## INPUT DATA
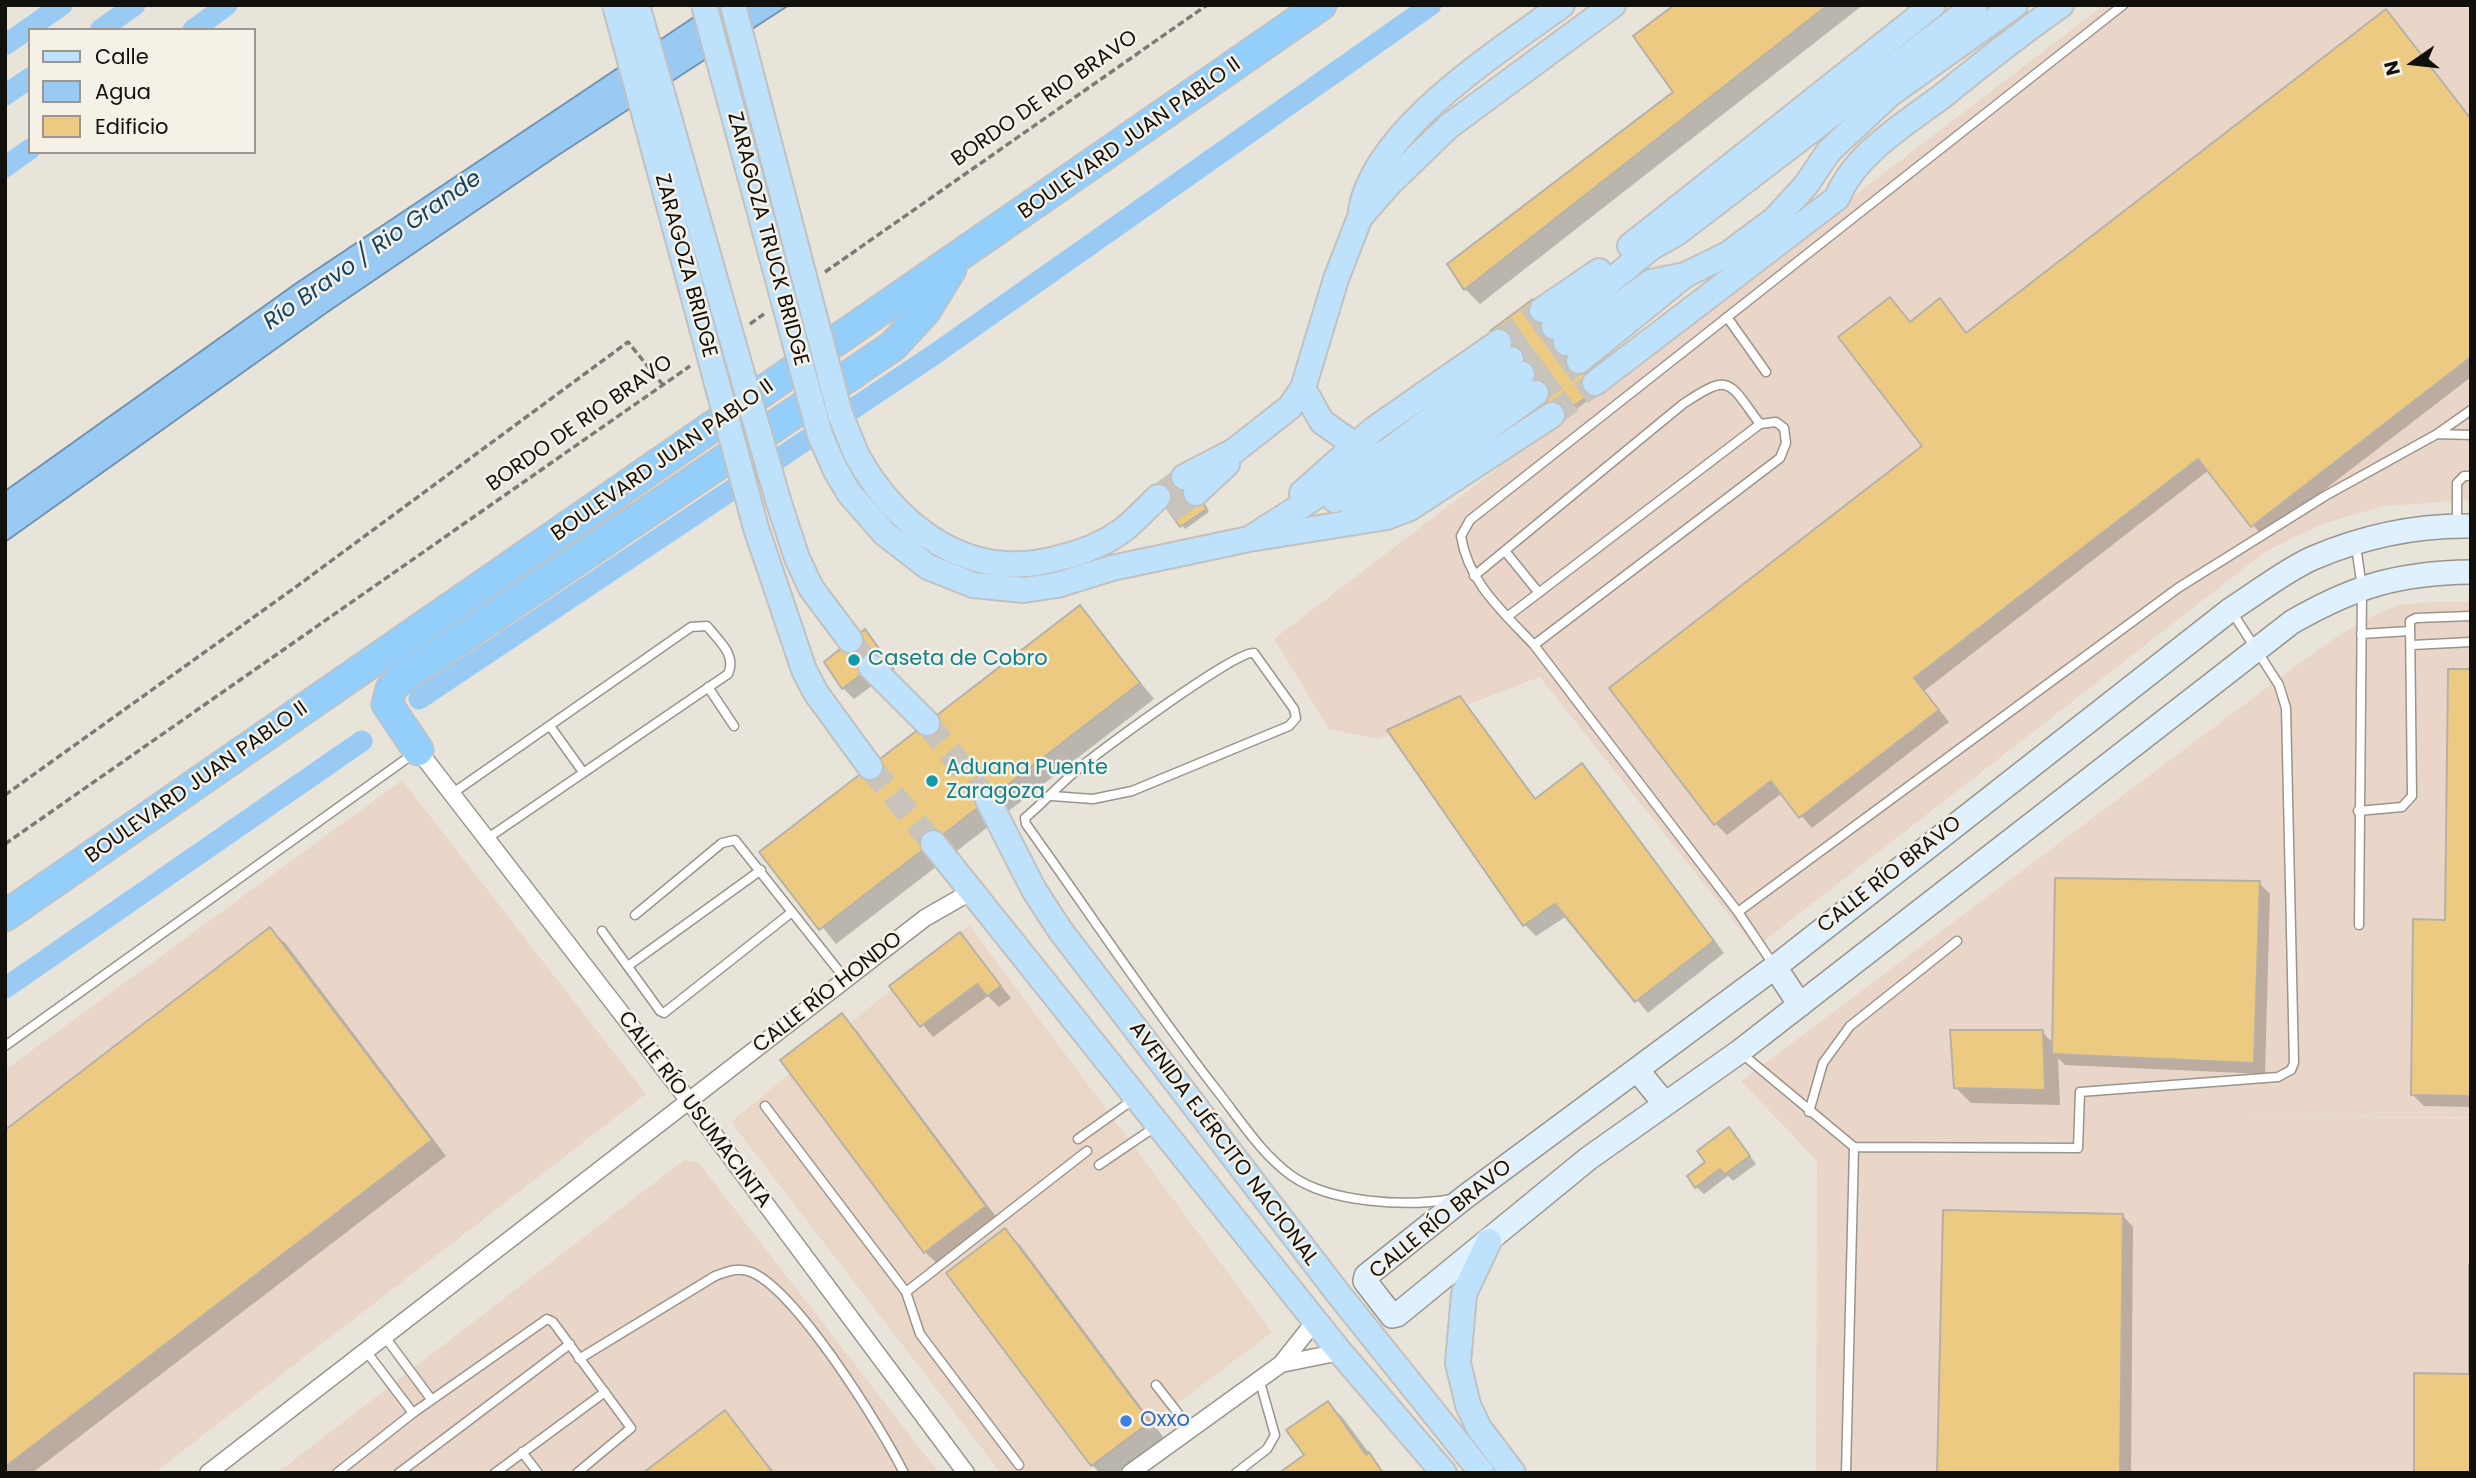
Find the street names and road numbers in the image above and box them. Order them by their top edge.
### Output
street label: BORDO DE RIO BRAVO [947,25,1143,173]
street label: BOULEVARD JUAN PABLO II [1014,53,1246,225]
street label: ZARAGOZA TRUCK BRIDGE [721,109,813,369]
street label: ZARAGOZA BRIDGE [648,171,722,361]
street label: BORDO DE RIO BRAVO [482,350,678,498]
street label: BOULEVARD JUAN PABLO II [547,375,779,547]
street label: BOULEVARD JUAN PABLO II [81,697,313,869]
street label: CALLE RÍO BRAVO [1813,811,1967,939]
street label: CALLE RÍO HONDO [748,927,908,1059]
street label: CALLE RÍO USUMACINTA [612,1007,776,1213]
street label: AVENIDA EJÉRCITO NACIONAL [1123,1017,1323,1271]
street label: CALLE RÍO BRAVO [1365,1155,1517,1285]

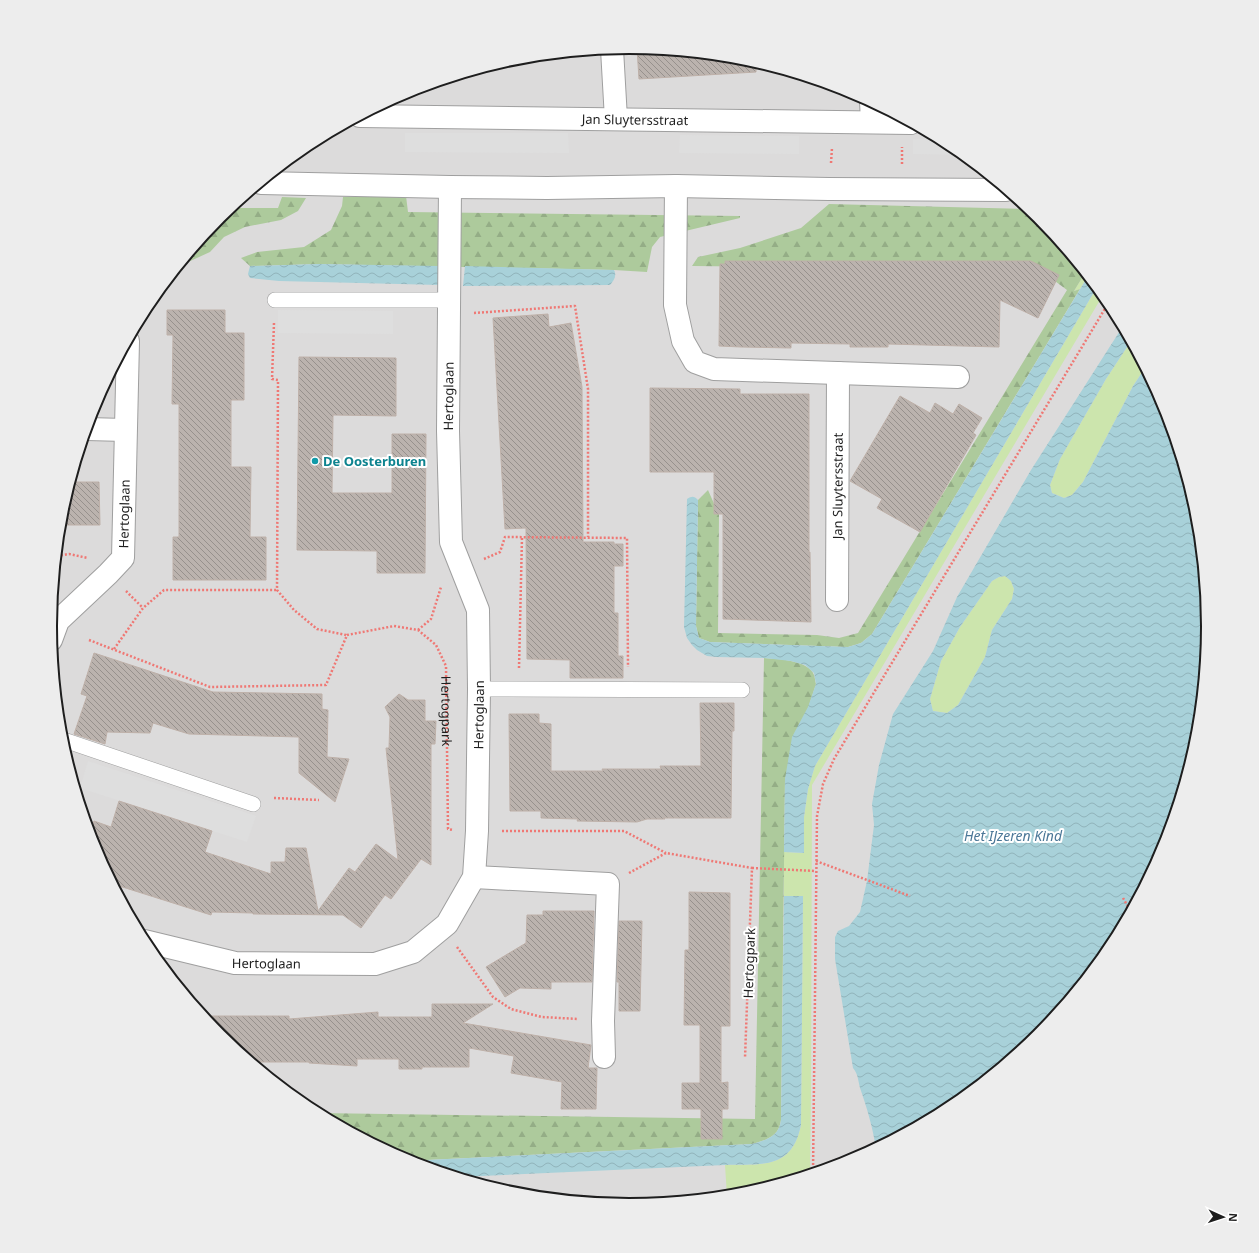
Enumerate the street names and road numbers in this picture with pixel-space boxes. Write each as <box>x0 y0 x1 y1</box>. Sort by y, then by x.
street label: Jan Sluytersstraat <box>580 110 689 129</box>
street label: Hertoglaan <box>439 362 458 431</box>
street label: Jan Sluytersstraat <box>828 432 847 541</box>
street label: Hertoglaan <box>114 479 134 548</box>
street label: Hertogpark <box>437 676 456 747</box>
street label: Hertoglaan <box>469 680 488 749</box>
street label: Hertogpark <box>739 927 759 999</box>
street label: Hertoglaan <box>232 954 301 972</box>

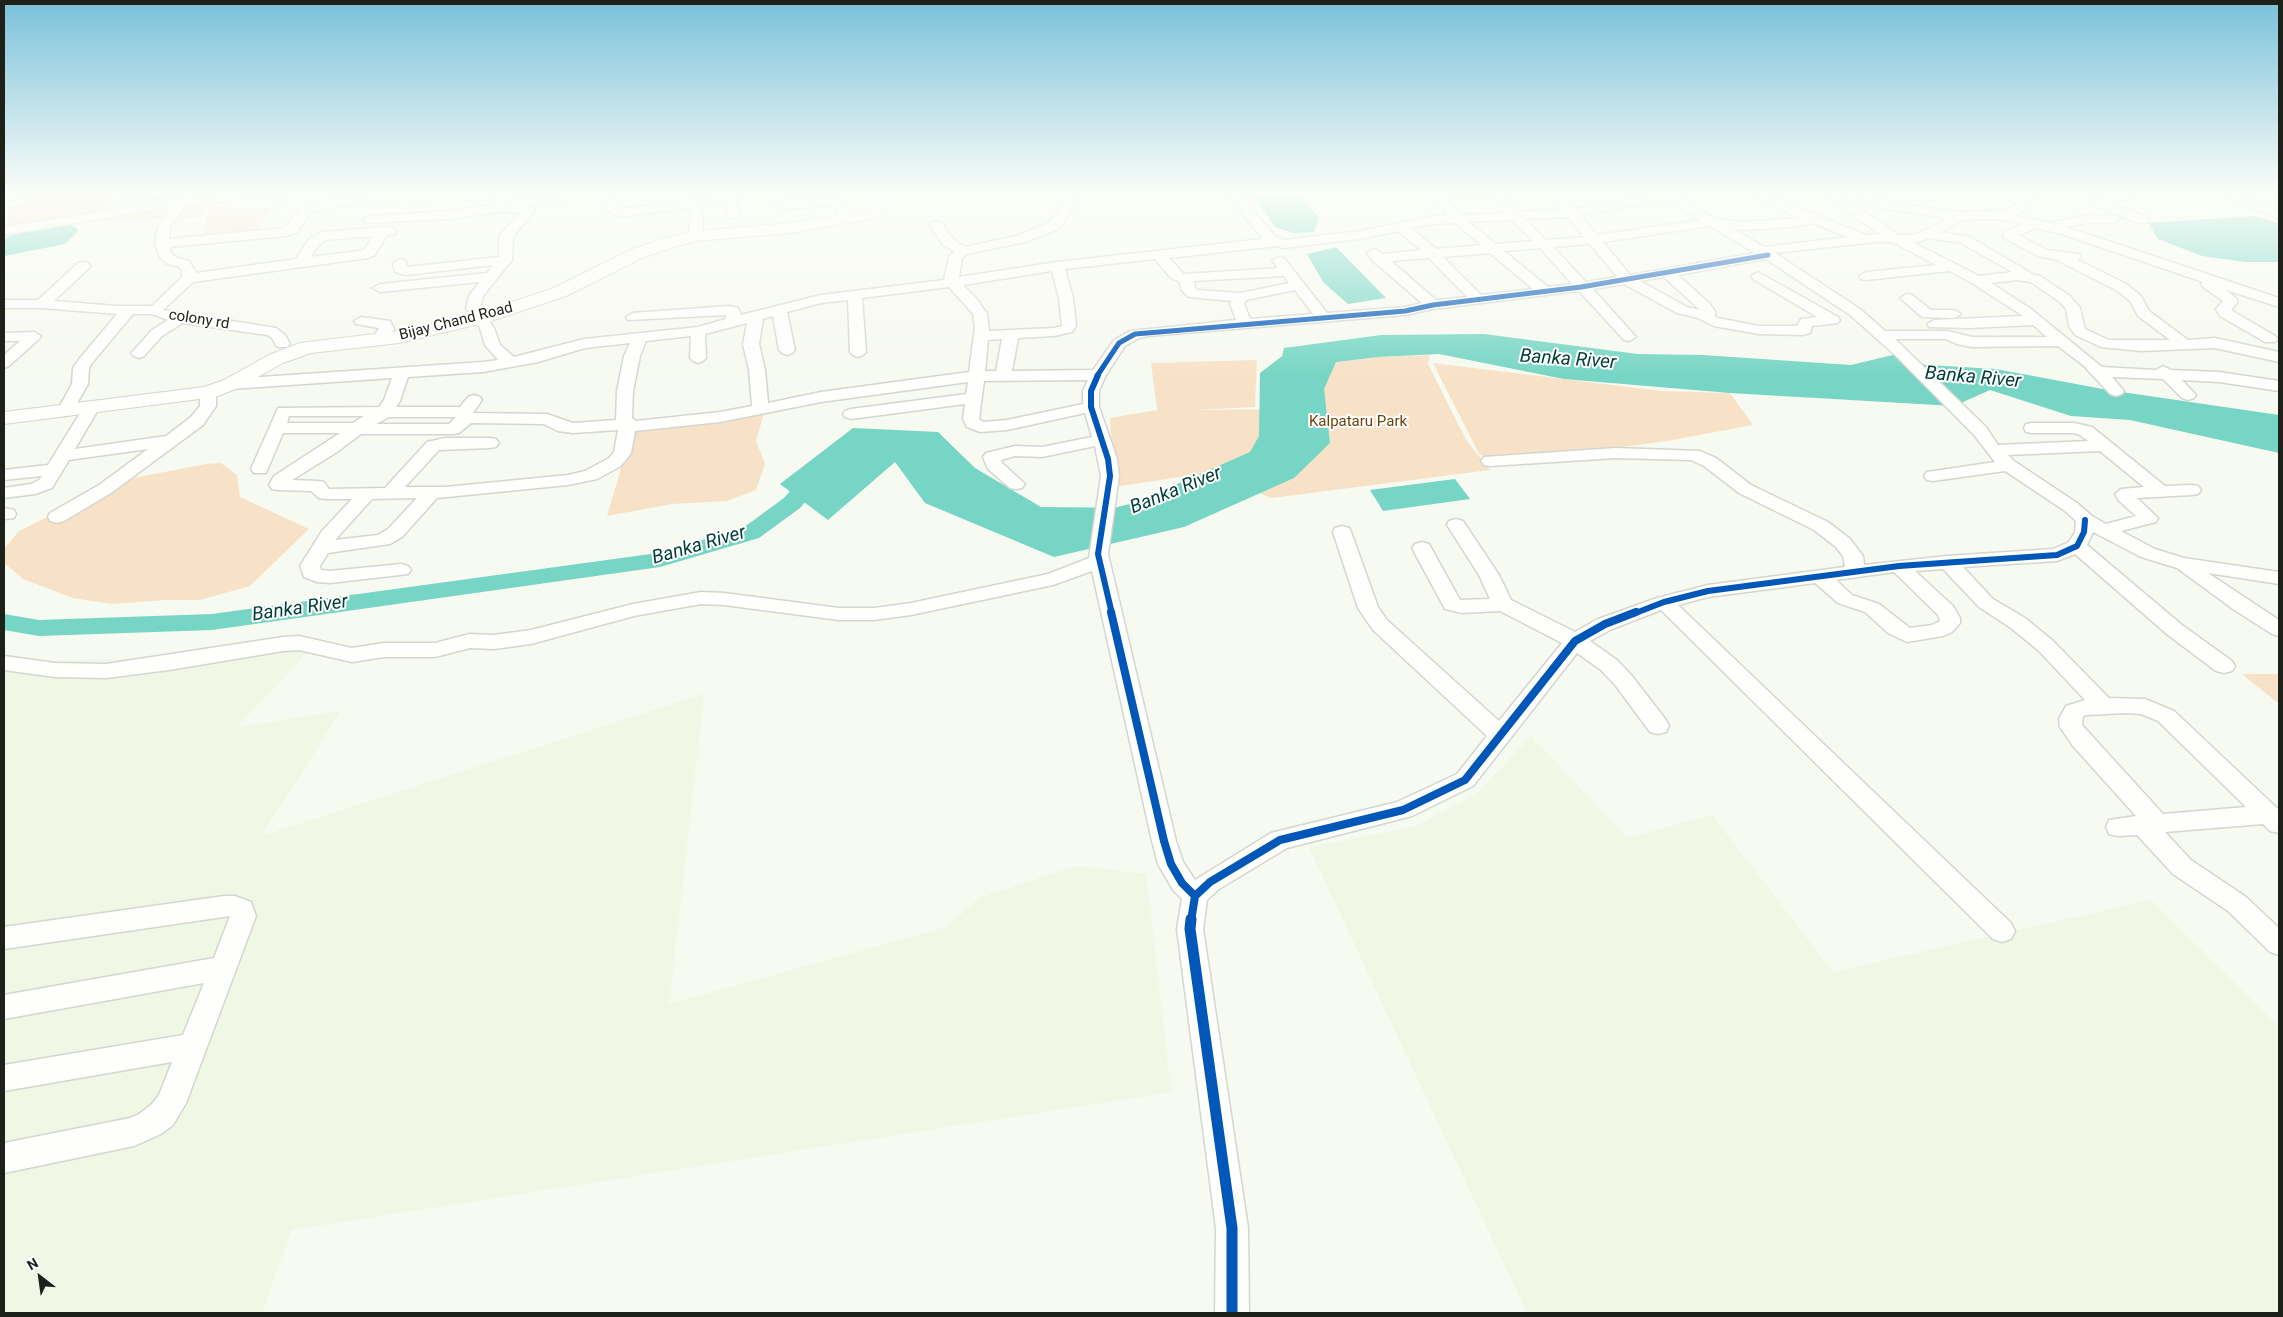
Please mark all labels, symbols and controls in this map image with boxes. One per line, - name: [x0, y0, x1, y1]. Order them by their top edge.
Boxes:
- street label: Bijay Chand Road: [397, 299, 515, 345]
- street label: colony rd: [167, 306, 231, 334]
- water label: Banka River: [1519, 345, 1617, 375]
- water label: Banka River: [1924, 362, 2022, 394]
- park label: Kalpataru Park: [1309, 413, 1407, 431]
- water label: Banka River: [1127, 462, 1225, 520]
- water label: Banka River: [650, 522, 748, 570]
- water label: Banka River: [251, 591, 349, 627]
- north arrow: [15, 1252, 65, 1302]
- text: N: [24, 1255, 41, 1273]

## WHAT YOU SHOULD DO
Output the listing above exactly, excluding all pictures.

## FINISHED TASK
Find the street names and road numbers in the image above and box them. Order them by their top edge.
### Output
street label: BORDO DE RIO BRAVO [947,25,1143,173]
street label: BOULEVARD JUAN PABLO II [1014,53,1246,225]
street label: ZARAGOZA TRUCK BRIDGE [721,109,813,369]
street label: ZARAGOZA BRIDGE [648,171,722,361]
street label: BORDO DE RIO BRAVO [482,350,678,498]
street label: BOULEVARD JUAN PABLO II [547,375,779,547]
street label: BOULEVARD JUAN PABLO II [81,697,313,869]
street label: CALLE RÍO BRAVO [1813,811,1967,939]
street label: CALLE RÍO HONDO [748,927,908,1059]
street label: CALLE RÍO USUMACINTA [612,1007,776,1213]
street label: AVENIDA EJÉRCITO NACIONAL [1123,1017,1323,1271]
street label: CALLE RÍO BRAVO [1365,1155,1517,1285]

Enumerate the street names and road numbers in this picture with pixel-space boxes. Write each as <box>x0 y0 x1 y1</box>. Sort by y, then by x.
street label: Jan Sluytersstraat <box>580 110 689 129</box>
street label: Hertoglaan <box>439 362 458 431</box>
street label: Jan Sluytersstraat <box>828 432 847 541</box>
street label: Hertoglaan <box>114 479 134 548</box>
street label: Hertogpark <box>437 676 456 747</box>
street label: Hertoglaan <box>469 680 488 749</box>
street label: Hertogpark <box>739 927 759 999</box>
street label: Hertoglaan <box>232 954 301 972</box>

Please mark all labels, symbols and controls in this map image with boxes. One per line, - name: [x0, y0, x1, y1]. Order them by their top edge.
Boxes:
- street label: Bijay Chand Road: [397, 299, 515, 345]
- street label: colony rd: [167, 306, 231, 334]
- water label: Banka River: [1519, 345, 1617, 375]
- water label: Banka River: [1924, 362, 2022, 394]
- park label: Kalpataru Park: [1309, 413, 1407, 431]
- water label: Banka River: [1127, 462, 1225, 520]
- water label: Banka River: [650, 522, 748, 570]
- water label: Banka River: [251, 591, 349, 627]
- north arrow: [15, 1252, 65, 1302]
- text: N: [24, 1255, 41, 1273]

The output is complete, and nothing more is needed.